Ryan is such a wonderful boy and an amazing trooper. After the first hearing drop or two I picked up on the signs immediately. I could tell the instant Ryan lost more hearing. His speech became nasally and slushy. His behavior was silly and his fuse was short. The slightest thing would frustrate or anger him. When testing his hearing in the booth, he was focused and always consistant. He worked hard in therapy and at home. When I was first told he had a hearing loss, I became very concerned about his education. I was a 1st grade teacher with a Master’s in Reading Education. I immediately started pushing phonic skills on him and teaching him to read and write at the age of 3. Now, in Kindergarten, he is reading at a high first grade level. Not because of me, but because of Ryan’s hard work and willingness to learn.
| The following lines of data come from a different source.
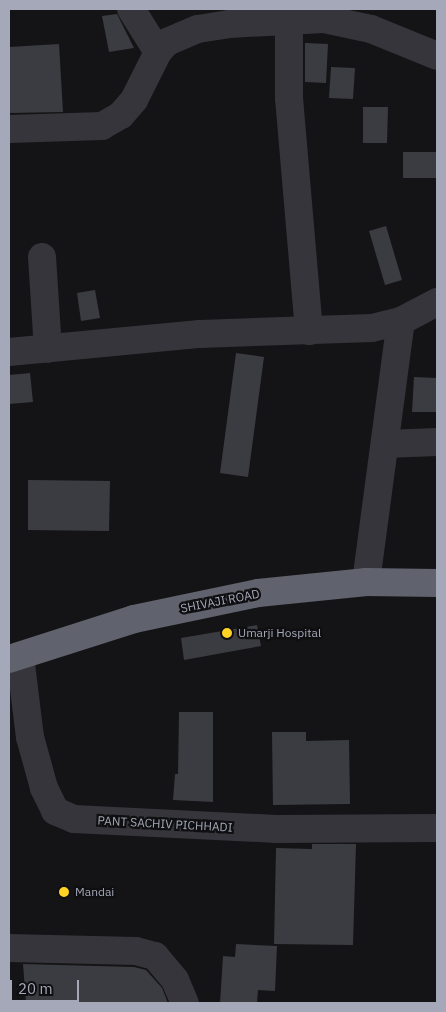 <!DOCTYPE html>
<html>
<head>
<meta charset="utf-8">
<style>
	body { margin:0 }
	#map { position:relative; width:446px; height:1012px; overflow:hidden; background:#141416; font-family:"IBM Plex Sans",sans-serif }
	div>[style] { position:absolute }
	.building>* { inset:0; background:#3b3c41 }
	.minor>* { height:28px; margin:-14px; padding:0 14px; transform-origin:14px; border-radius:14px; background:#35353b }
	.highway>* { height:28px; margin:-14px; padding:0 14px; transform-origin:14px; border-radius:14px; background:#60626d }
	.dots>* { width:14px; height:14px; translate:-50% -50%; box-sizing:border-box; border:2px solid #0f0f11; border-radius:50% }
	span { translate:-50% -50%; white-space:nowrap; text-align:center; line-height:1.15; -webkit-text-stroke:4.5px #0f0f11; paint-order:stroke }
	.street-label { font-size:12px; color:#a4a8b8 }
	.poi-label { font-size:12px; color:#a4a8b8 }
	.left { translate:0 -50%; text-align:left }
	.frame { position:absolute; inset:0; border:10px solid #a4a8b8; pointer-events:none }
	.scale { position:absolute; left:10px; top:980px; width:69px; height:22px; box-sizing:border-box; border:2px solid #a4a8b8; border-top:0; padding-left:6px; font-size:15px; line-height:18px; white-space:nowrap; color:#a4a8b8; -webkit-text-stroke:4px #0f0f11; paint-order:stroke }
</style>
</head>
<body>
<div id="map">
	<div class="building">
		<i style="clip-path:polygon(117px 14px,134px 48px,109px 52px,102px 16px)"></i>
		<i style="clip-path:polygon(305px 43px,328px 44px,326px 83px,305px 82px)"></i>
		<i style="clip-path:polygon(59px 44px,63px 112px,9px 113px,9px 47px)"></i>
		<i style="clip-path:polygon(331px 67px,355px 68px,353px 99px,329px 98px)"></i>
		<i style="clip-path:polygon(363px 107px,388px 107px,387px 143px,363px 143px)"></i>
		<i style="clip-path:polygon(403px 152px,437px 152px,437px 178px,403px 178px)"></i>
		<i style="clip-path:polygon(386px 226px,402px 280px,385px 285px,369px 231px)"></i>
		<i style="clip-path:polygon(95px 290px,100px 318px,81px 321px,77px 293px)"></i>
		<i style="clip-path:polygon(236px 353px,264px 357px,248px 477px,220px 473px)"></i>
		<i style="clip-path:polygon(30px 373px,33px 402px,9px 404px,9px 375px)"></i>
		<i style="clip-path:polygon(414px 377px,437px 378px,437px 412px,412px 412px)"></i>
		<i style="clip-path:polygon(28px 480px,110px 481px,109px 531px,28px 530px)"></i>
		<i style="clip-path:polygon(257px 625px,261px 646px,184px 660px,181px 638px)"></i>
		<i style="clip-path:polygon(179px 712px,213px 712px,213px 802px,173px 800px,175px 774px,178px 774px)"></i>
		<i style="clip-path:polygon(272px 732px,306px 732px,306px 741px,349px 740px,350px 804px,273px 805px)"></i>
		<i style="clip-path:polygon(312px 844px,356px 844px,353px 945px,274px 944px,276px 848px,312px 849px)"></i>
		<i style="clip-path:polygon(236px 944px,277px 946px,275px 991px,258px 990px,257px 1003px,220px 1003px,223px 956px,235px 957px)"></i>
		<i style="clip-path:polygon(23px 964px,134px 967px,146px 970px,162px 988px,168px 1003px,26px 1003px)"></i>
	</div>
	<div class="minor">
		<i style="left:131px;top:9px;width:51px;rotate:57.9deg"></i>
		<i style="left:289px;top:9px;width:89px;rotate:90deg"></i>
		<i style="left:289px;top:98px;width:234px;rotate:85.1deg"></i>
		<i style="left:9px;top:129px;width:93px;rotate:-1.8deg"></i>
		<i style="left:102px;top:126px;width:22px;rotate:-30deg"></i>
		<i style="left:121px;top:115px;width:20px;rotate:-49deg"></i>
		<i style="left:134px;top:100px;width:54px;rotate:-63.4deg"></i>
		<i style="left:158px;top:52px;width:13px;rotate:-48deg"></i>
		<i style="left:167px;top:42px;width:34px;rotate:-23deg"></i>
		<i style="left:198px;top:29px;width:31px;rotate:-9deg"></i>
		<i style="left:229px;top:24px;width:95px;rotate:-3deg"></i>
		<i style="left:324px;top:19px;width:48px;rotate:12deg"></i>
		<i style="left:371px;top:29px;width:71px;rotate:22.2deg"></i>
		<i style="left:42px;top:257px;width:92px;rotate:86.3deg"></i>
		<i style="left:9px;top:352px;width:192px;rotate:-5.4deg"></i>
		<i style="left:200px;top:334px;width:172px;rotate:-2deg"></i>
		<i style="left:372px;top:328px;width:30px;rotate:-14deg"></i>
		<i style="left:401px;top:321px;width:41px;rotate:-27.8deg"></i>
		<i style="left:385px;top:444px;width:52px;rotate:-2.2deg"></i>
		<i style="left:366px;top:582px;width:263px;rotate:-82.4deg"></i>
		<i style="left:20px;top:656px;width:82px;rotate:83deg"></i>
		<i style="left:30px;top:737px;width:53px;rotate:74.6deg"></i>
		<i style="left:44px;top:788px;width:25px;rotate:64deg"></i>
		<i style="left:55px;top:811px;width:21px;rotate:23deg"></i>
		<i style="left:74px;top:819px;width:203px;rotate:2.8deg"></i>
		<i style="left:277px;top:829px;width:160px;rotate:-0.4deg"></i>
		<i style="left:9px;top:948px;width:127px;rotate:1.4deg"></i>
		<i style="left:136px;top:951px;width:20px;rotate:15deg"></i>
		<i style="left:155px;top:956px;width:31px;rotate:50deg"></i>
		<i style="left:175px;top:980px;width:25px;rotate:67deg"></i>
	</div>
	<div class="highway">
		<i style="left:9px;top:659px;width:131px;rotate:-17.7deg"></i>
		<i style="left:134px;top:619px;width:127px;rotate:-11.8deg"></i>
		<i style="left:258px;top:593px;width:109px;rotate:-5.8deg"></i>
		<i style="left:366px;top:582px;width:71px;rotate:0.8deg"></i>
	</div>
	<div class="dots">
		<i style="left:227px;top:633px;background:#ffd223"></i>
		<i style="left:64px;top:892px;background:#ffd223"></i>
	</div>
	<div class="street-label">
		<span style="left:220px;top:601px;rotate:-11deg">SHIVAJI ROAD</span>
		<span style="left:165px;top:824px;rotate:3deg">PANT SACHIV PICHHADI</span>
	</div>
	<div class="poi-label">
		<span class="left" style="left:238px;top:633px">Umarji Hospital</span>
		<span class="left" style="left:75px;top:892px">Mandai</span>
	</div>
	<div class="frame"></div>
	<div class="scale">20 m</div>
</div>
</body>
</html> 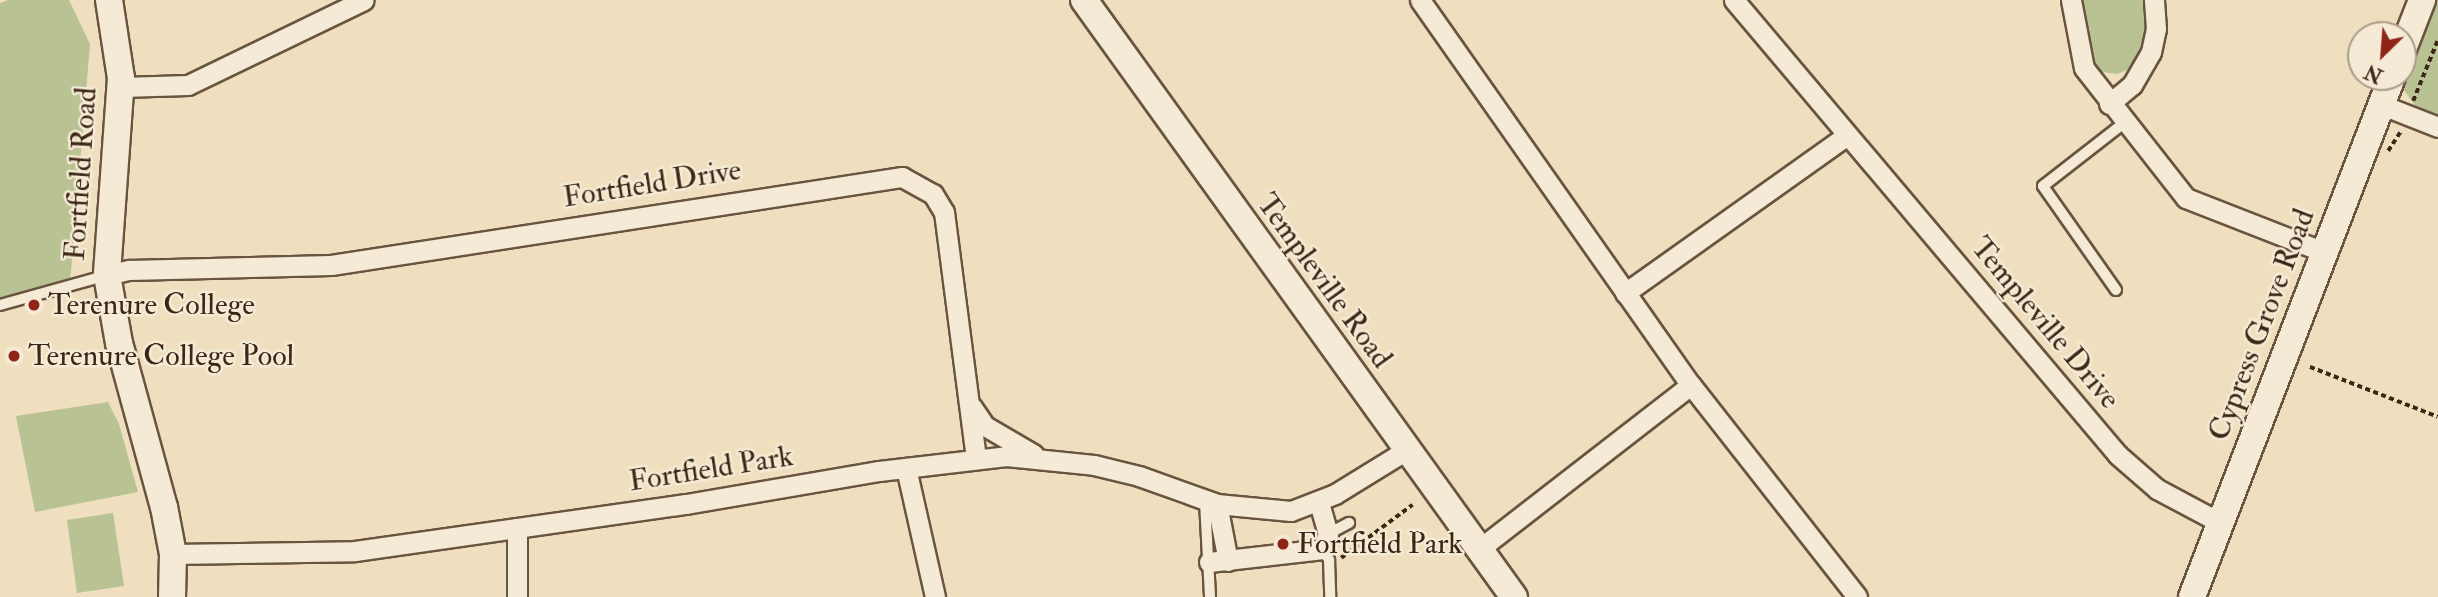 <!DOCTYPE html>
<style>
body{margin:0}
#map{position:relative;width:2438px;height:597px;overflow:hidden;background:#f0dfbe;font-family:"IM FELL Double Pica",serif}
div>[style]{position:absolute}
.green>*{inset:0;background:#b8c293}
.path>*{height:3.5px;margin-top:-1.75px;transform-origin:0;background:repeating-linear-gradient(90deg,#3c2616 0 5px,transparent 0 8.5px)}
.roads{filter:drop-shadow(2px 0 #695440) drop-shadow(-2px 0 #695440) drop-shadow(0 2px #695440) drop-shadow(0 -2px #695440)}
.lane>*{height:10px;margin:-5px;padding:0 5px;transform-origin:5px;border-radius:5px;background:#f5ead5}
.street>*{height:19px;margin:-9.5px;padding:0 9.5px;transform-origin:9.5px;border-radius:9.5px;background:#f5ead5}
.secondary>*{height:26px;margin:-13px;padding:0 13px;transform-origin:13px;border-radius:13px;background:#f5ead5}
.dots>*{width:19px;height:19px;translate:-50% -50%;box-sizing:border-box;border:4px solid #f5ead5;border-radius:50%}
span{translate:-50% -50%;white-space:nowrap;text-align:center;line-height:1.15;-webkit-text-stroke:5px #f5ead5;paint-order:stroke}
.street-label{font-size:30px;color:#3c2616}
.poi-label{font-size:30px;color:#3c2616}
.left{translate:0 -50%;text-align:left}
.north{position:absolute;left:2347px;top:21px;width:70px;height:70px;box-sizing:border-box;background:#f5ead5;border:2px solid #ab9c89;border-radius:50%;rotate:205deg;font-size:19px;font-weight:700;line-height:28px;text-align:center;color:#3c2616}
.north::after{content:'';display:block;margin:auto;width:24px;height:32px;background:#8f2418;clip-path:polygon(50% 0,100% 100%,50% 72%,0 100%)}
</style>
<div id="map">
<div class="green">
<div style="clip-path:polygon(8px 0,69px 0,90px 44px,70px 283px,0 302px,0 3px)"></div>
<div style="clip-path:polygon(2080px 0,2146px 0,2150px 14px,2146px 42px,2129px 69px,2117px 74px,2103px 72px,2090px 63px)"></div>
<div style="clip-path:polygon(2432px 0,2438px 0,2438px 116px,2417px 108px,2403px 89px)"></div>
<div style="clip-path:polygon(108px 402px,119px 424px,138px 492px,35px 512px,16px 416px)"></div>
<div style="clip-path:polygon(113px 513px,124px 586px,77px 593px,67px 520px)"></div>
</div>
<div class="path">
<div style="left:2413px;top:101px;width:67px;rotate:-68deg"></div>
<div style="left:2388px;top:151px;width:24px;rotate:-57deg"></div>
<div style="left:2310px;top:367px;width:137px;rotate:21.3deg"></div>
<div style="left:1341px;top:558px;width:89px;rotate:-36.7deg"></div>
</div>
<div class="roads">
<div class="lane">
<div style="left:2116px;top:290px;width:127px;rotate:-125.1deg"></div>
<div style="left:2043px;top:186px;width:103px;rotate:-37.9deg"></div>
<div style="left:0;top:305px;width:108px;rotate:-15.6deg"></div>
<div style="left:1205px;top:501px;width:96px;rotate:87deg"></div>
<div style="left:1328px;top:534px;width:24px;rotate:-28deg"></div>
<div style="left:1323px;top:549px;width:13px;rotate:61deg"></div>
<div style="left:1329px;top:560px;width:37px;rotate:88deg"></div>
</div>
<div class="street">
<div style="left:1420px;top:0;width:471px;rotate:54.9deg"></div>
<div style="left:1691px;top:385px;width:269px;rotate:51.9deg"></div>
<div style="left:1734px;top:0;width:595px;rotate:49.84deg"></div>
<div style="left:2118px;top:455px;width:52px;rotate:41.1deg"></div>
<div style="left:2157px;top:489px;width:72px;rotate:28deg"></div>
<div style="left:2071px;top:0;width:69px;rotate:79.2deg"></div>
<div style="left:2084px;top:68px;width:165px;rotate:51.9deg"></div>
<div style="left:2186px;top:198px;width:150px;rotate:21.4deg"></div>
<div style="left:121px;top:87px;width:67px;rotate:-1.7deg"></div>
<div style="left:188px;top:85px;width:195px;rotate:-25.8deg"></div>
<div style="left:2109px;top:104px;width:30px;rotate:-40deg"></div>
<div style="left:2132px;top:85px;width:38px;rotate:-60deg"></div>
<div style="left:2151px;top:52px;width:24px;rotate:-78deg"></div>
<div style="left:2156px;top:29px;width:29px;rotate:-94deg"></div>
<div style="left:2382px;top:105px;width:60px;rotate:21.4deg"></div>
<div style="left:107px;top:275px;width:23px;rotate:-13deg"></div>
<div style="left:129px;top:270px;width:202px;rotate:-1.4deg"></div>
<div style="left:331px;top:265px;width:578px;rotate:-8.76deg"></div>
<div style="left:902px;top:177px;width:35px;rotate:29deg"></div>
<div style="left:933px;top:194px;width:21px;rotate:59deg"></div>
<div style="left:944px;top:212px;width:248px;rotate:82.6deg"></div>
<div style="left:1625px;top:293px;width:271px;rotate:-35.4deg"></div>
<div style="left:972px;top:407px;width:23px;rotate:56deg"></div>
<div style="left:985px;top:426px;width:56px;rotate:30.3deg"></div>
<div style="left:906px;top:468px;width:132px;rotate:77.3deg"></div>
<div style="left:1217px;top:504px;width:58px;rotate:79.1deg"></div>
<div style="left:1478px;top:550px;width:269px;rotate:-37.8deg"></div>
<div style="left:173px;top:554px;width:182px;rotate:-0.9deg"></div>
<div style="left:355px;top:551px;width:334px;rotate:-8.1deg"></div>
<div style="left:686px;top:504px;width:196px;rotate:-9.7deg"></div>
<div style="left:879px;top:471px;width:128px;rotate:-6.7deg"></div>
<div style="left:1006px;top:456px;width:88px;rotate:5.8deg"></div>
<div style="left:1094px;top:465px;width:46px;rotate:13.7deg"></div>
<div style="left:1139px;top:476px;width:83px;rotate:19.7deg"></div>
<div style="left:1217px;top:504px;width:74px;rotate:5.4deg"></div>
<div style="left:1291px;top:511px;width:47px;rotate:-21.1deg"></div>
<div style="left:1335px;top:494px;width:82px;rotate:-31.6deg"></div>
<div style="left:1209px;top:562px;width:115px;rotate:-6.5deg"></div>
<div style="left:1323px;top:549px;width:16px;rotate:-72deg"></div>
<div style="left:1328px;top:534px;width:33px;rotate:-106deg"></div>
<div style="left:517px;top:597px;width:69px;rotate:-90deg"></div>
</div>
<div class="secondary">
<div style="left:109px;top:0;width:79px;rotate:81.3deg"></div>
<div style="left:121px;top:78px;width:197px;rotate:94.1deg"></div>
<div style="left:107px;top:275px;width:69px;rotate:80deg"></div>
<div style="left:119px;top:343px;width:170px;rotate:74.7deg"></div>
<div style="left:164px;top:507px;width:48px;rotate:79.2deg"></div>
<div style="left:173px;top:554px;width:43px;rotate:91.3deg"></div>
<div style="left:1084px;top:0;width:736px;rotate:54.24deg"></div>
<div style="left:2403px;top:49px;width:53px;rotate:-68.8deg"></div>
<div style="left:2192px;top:597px;width:557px;rotate:-68.96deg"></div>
</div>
</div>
<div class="dots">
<div style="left:34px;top:305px;background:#8f2418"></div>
<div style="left:14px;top:356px;background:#8f2418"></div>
<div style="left:1283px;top:544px;background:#8f2418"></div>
</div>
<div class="street-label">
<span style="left:81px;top:174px;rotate:-86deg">Fortfield Road</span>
<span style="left:652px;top:184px;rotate:-9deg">Fortfield Drive</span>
<span style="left:1324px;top:281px;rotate:54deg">Templeville Road</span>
<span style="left:2045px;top:323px;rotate:50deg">Templeville Drive</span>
<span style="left:2262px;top:325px;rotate:-69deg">Cypress Grove Road</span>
<span style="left:711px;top:469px;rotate:-9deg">Fortfield Park</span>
</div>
<div class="poi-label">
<span class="left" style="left:48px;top:305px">Terenure College</span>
<span class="left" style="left:28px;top:356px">Terenure College Pool</span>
<span class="left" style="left:1297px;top:544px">Fortfield Park</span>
</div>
<div class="north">N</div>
</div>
Ryan still has many challenges. By November 2004, his left ear bottomed out and a HA did nothing for him. If he isn’t concentrating he will not know what you are saying. He also will not advocate for himself if he didn’t understand something or missed some of the conversation. He also has no idea the direction a sound comes from. If I have moved from the last place I was and he did not see me move, he doesn’t know where I am when I call him. For example, if he saw me on the porch and I moved to the garden, when I call to him, he looks on the porch. If he hears a car honk, he doesn’t know where it is. He doesn’t know where a fellow student is when they call out to him. Also, when his CI batteries go dead, he is deaf. This is a disruption to the classroom and his learning. It has become a learning and safety issue.

Recently we are appealed to our health insurance provider to change their policy from paying for one implant to two based on the reasons above. The Chief Medical Officer is going to recommend they change their policy based on criteria that a CI showed beneficial results in one ear and a HA does not work in the other ear. Ryan will receive his second implant in March, 2005!